● **Extracted information**:
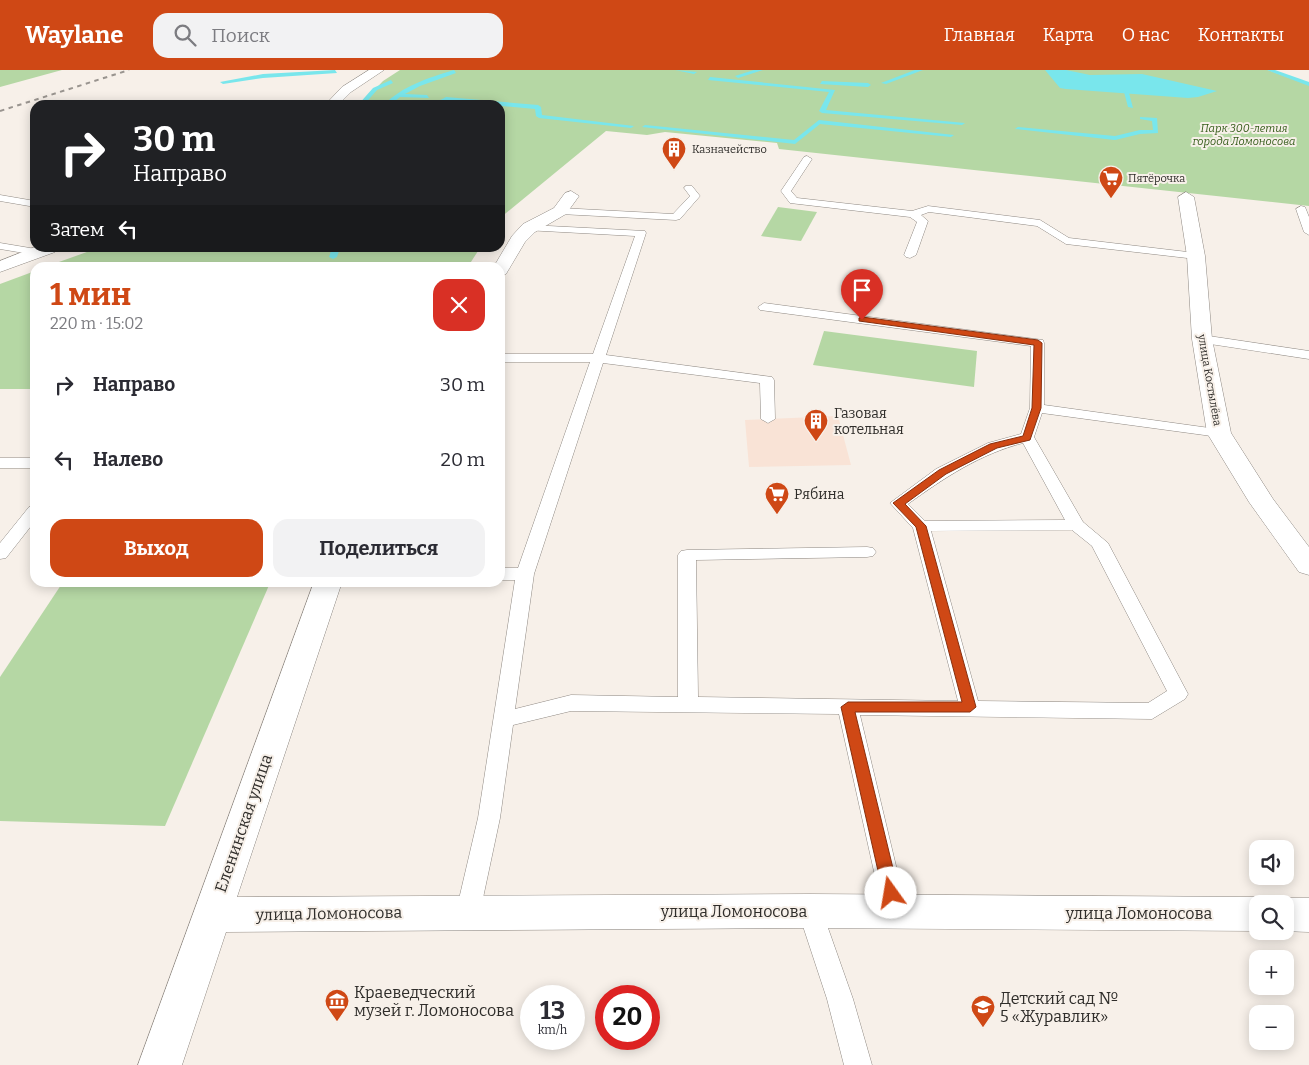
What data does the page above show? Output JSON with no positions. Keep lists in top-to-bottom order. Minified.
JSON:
{"streets":{"street":["улица Костылёва","Еленинская улица","улица Ломоносова"]},"crossings":[["Еленинская улица","улица Ломоносова"]],"parks":["Парк 300-летия города Ломоносова"],"places":{"building":["Казначейство","Газовая котельная"],"supermarket":["Пятёрочка","Рябина"],"museum":["Краеведческий музей г. Ломоносова"],"school or university":["Детский сад № 5 «Журавлик»"]},"page":{"header":"Waylane","search":"Поиск","nav":["Главная","Карта","О нас","Контакты"],"turn":["30 m","Направо"],"then":"Затем","heading":["1 мин","220 m · 15:02"],"list":[{"name":"Направо","value":"30 m"},{"name":"Налево","value":"20 m"}],"buttons":["Выход","Поделиться"],"map_buttons":["+","−"],"speed":"13 km/h","limit":"20"}}
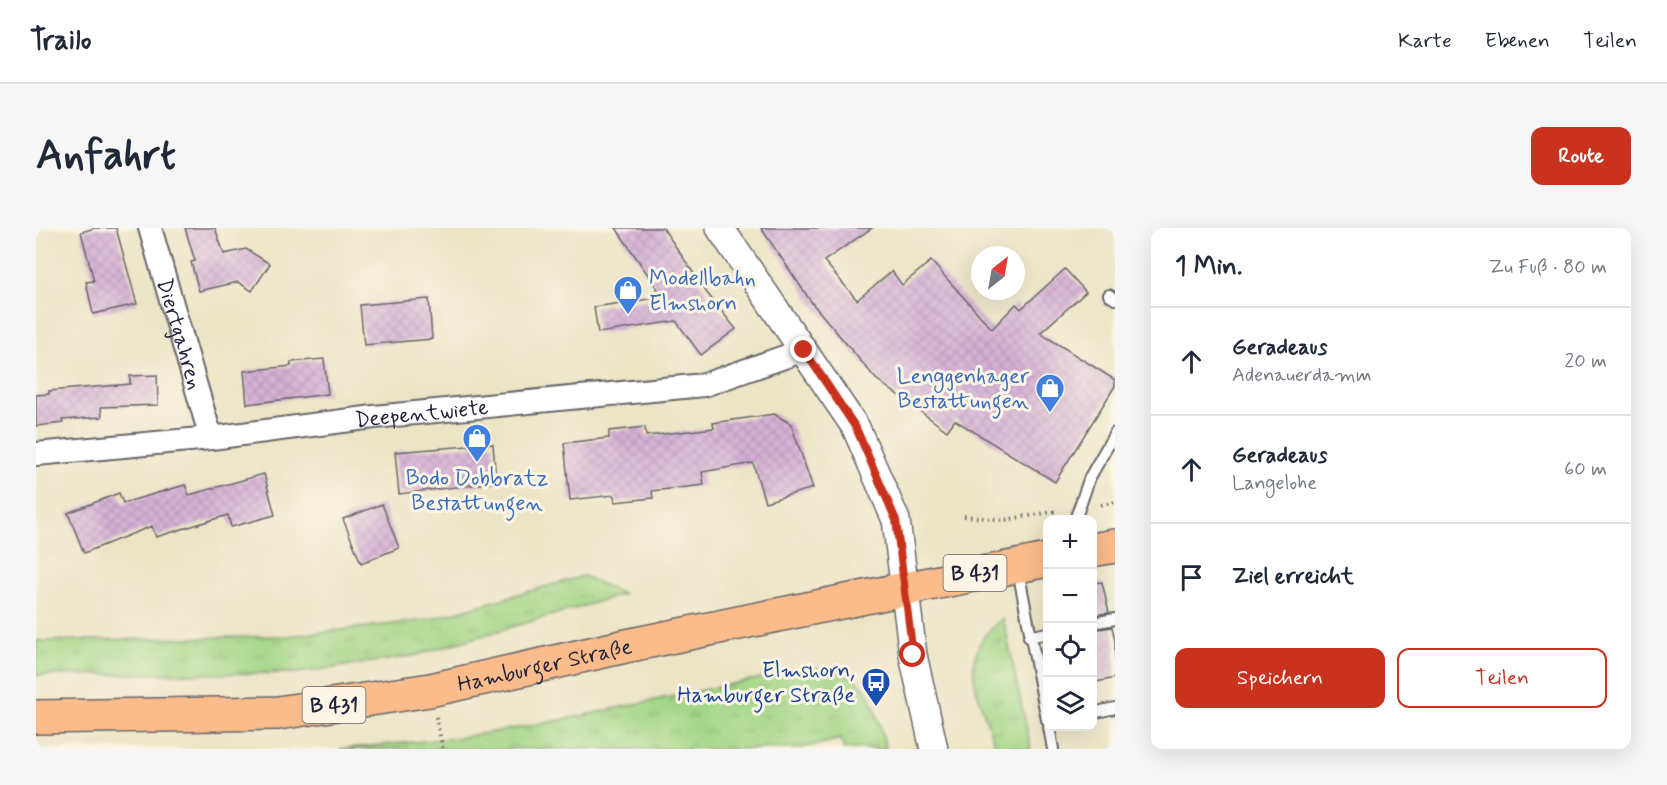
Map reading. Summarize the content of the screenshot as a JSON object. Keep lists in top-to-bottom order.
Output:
{
  "streets": {
    "main road": ["B 431", "Hamburger Straße"],
    "street": ["Diertgahren", "Deepentwiete"]
  },
  "crossings": [
    ["Diertgahren", "Deepentwiete"]
  ],
  "places": {
    "shop": ["Modellbahn Elmshorn", "Lenggenhager Bestattungen", "Bodo Dobbratz Bestattungen"],
    "bus stop": ["Elmshorn, Hamburger Straße"]
  },
  "north": "top right",
  "page": {
    "header": "Trailo",
    "nav": ["Karte", "Ebenen", "Teilen"],
    "buttons": [
      "Route",
      ["Speichern", "Teilen"]
    ],
    "title": "Anfahrt",
    "heading": ["1 Min.", "Zu Fuß · 80 m"],
    "list": [
      ["Geradeaus", "Adenauerdamm", "20 m"],
      ["Geradeaus", "Langelohe", "60 m"],
      "Ziel erreicht"
    ],
    "map_buttons": ["+", "−"]
  }
}
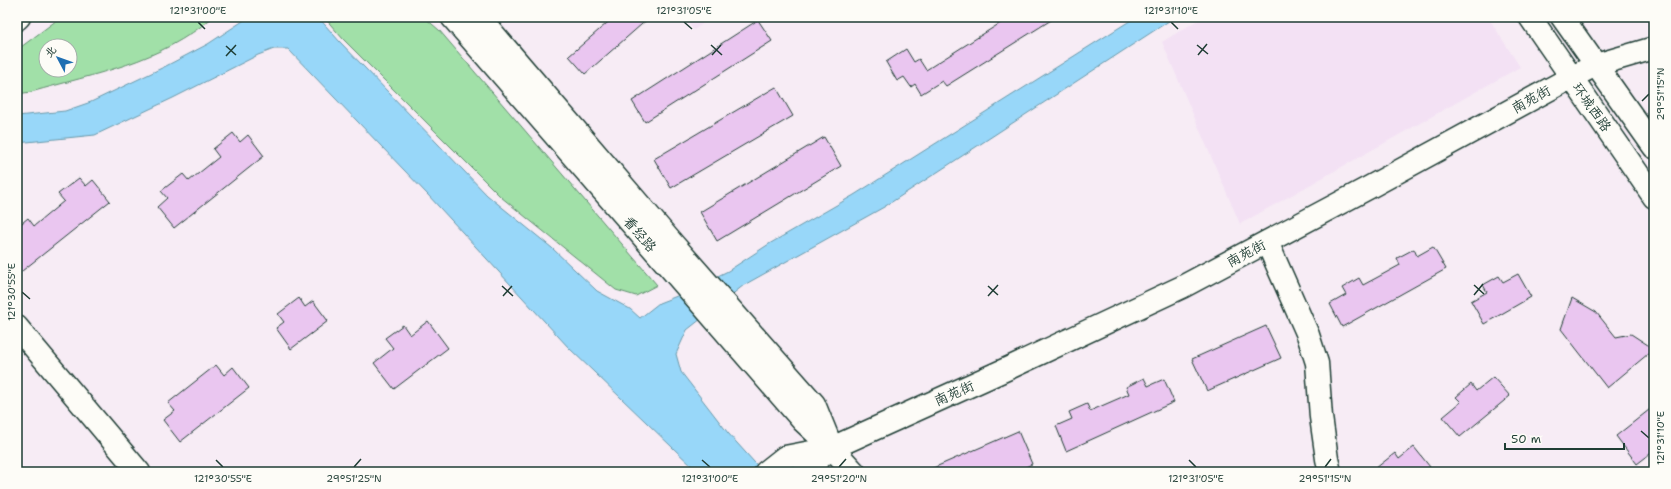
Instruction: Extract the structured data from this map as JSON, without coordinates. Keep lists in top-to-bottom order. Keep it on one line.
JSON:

● **Activity**: Reproduce all the data as it stands. The pictures are not part of the copy.

● **Exercise result**:
What data does the page above show? Output JSON with no positions. Keep lists in top-to-bottom order. Minified.
JSON:
{"streets":{"street":["улица Костылёва","Еленинская улица","улица Ломоносова"]},"crossings":[["Еленинская улица","улица Ломоносова"]],"parks":["Парк 300-летия города Ломоносова"],"places":{"building":["Казначейство","Газовая котельная"],"supermarket":["Пятёрочка","Рябина"],"museum":["Краеведческий музей г. Ломоносова"],"school or university":["Детский сад № 5 «Журавлик»"]},"page":{"header":"Waylane","search":"Поиск","nav":["Главная","Карта","О нас","Контакты"],"turn":["30 m","Направо"],"then":"Затем","heading":["1 мин","220 m · 15:02"],"list":[{"name":"Направо","value":"30 m"},{"name":"Налево","value":"20 m"}],"buttons":["Выход","Поделиться"],"map_buttons":["+","−"],"speed":"13 km/h","limit":"20"}}
Map reading. Summarize the content of the screenshot as a JSON object. Keep lists in top-to-bottom order.
Output:
{
  "streets": {
    "main road": ["B 431", "Hamburger Straße"],
    "street": ["Diertgahren", "Deepentwiete"]
  },
  "crossings": [
    ["Diertgahren", "Deepentwiete"]
  ],
  "places": {
    "shop": ["Modellbahn Elmshorn", "Lenggenhager Bestattungen", "Bodo Dobbratz Bestattungen"],
    "bus stop": ["Elmshorn, Hamburger Straße"]
  },
  "north": "top right",
  "page": {
    "header": "Trailo",
    "nav": ["Karte", "Ebenen", "Teilen"],
    "buttons": [
      "Route",
      ["Speichern", "Teilen"]
    ],
    "title": "Anfahrt",
    "heading": ["1 Min.", "Zu Fuß · 80 m"],
    "list": [
      ["Geradeaus", "Adenauerdamm", "20 m"],
      ["Geradeaus", "Langelohe", "60 m"],
      "Ziel erreicht"
    ],
    "map_buttons": ["+", "−"]
  }
}
Instruction: Extract the structured data from this map as JSON, without coordinates. Keep lists in top-to-bottom order. Keep it on one line.
JSON:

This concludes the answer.